- [Provided records]:

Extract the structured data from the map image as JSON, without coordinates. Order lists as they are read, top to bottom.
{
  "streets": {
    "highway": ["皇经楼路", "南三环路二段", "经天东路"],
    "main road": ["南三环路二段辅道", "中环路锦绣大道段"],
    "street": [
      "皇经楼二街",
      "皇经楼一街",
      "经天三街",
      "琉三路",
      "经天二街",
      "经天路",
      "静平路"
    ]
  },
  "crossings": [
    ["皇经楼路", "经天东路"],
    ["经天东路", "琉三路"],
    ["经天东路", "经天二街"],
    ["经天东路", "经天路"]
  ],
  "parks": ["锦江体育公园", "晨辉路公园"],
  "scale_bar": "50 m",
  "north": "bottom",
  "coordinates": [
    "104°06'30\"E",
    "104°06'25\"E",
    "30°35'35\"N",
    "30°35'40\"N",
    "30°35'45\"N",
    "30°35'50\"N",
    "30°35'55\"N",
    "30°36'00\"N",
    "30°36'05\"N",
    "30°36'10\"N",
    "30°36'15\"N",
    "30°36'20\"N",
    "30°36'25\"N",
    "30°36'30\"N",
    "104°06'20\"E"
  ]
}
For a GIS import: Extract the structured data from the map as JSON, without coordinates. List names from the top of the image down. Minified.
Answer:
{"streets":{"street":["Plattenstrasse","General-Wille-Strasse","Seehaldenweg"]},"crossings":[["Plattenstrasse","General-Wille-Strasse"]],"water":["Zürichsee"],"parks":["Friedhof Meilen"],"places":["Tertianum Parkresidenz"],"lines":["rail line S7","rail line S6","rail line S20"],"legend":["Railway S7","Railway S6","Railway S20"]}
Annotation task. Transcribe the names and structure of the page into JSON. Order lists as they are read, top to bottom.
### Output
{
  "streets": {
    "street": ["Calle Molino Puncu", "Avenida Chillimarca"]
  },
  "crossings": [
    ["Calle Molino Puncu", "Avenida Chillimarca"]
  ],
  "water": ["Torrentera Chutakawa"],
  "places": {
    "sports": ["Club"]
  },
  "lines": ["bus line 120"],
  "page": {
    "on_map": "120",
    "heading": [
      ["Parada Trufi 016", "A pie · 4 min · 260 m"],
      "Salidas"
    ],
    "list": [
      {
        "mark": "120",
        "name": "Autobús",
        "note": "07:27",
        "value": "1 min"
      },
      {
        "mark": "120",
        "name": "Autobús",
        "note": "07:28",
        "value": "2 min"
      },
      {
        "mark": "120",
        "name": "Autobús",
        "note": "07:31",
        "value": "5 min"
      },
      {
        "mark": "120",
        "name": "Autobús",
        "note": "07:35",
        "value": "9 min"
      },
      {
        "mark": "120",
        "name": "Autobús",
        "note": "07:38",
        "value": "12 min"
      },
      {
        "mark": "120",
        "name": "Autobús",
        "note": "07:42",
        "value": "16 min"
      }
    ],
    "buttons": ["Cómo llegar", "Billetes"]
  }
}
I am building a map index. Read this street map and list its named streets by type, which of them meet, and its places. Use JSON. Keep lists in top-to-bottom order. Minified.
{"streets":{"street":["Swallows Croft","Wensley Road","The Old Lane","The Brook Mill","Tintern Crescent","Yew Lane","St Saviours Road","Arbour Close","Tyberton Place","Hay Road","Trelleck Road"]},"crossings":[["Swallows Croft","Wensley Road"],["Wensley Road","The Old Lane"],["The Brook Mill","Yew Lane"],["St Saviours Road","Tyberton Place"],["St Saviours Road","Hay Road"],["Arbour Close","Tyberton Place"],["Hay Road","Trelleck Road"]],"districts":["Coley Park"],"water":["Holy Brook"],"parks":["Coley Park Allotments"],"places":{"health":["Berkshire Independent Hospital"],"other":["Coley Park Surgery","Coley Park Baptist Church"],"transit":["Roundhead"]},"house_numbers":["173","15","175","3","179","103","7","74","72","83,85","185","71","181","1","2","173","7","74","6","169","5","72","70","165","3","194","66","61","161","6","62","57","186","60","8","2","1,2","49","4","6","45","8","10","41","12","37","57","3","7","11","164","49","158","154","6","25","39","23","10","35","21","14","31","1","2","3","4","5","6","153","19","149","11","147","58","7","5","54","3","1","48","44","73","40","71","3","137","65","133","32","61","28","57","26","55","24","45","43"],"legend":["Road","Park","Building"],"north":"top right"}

- [To do]: Among the lines of the listing, count those containing the word "Minified". Answer with the count alone.

- [Result of the exercise]: 2